◆ Brief ◆
Using the records below, locate all lines containing "Upper" and return them.

** Opening Source records block **

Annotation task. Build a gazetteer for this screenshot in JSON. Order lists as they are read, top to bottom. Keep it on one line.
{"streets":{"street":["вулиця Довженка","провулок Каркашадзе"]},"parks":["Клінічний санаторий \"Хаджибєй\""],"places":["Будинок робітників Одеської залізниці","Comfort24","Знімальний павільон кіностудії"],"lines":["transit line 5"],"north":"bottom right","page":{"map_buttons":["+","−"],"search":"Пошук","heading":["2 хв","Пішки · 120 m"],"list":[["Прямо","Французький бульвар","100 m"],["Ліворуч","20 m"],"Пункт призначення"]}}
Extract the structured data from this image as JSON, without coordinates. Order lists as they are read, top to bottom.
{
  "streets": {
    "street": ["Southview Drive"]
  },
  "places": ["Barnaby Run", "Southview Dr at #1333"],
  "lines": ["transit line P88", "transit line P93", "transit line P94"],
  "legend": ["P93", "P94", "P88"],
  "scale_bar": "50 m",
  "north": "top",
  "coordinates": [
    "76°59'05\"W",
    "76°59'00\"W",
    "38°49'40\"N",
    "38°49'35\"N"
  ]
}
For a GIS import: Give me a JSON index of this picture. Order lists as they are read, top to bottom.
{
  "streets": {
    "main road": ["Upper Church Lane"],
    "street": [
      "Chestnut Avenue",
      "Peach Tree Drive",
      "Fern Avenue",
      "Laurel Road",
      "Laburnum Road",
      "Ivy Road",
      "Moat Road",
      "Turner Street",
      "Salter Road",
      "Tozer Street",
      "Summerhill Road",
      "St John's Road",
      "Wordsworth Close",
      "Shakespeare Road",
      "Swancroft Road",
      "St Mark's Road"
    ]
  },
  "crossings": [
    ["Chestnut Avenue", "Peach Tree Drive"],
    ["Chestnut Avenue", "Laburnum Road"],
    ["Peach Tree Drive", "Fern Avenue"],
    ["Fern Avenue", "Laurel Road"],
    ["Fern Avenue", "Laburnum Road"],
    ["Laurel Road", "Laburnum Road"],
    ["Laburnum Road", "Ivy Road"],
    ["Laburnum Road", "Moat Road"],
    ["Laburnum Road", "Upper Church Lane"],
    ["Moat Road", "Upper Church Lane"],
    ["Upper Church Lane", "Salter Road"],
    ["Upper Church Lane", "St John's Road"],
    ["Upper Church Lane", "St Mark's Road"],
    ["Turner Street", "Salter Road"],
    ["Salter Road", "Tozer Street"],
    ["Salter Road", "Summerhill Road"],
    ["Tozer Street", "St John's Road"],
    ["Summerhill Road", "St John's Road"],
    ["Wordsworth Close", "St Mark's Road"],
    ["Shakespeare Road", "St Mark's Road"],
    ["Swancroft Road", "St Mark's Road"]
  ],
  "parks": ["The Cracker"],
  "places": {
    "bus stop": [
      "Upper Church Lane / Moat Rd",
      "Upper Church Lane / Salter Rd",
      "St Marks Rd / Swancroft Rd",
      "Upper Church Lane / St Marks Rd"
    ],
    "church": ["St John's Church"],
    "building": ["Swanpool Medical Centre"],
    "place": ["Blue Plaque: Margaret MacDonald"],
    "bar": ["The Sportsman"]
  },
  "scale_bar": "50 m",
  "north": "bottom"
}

** Closing Source records block **

◆ Solution for this problem ◆
    "main road": ["Upper Church Lane"],
    ["Laburnum Road", "Upper Church Lane"],
    ["Moat Road", "Upper Church Lane"],
    ["Upper Church Lane", "Salter Road"],
    ["Upper Church Lane", "St John's Road"],
    ["Upper Church Lane", "St Mark's Road"],
      "Upper Church Lane / Moat Rd",
      "Upper Church Lane / Salter Rd",
      "Upper Church Lane / St Marks Rd"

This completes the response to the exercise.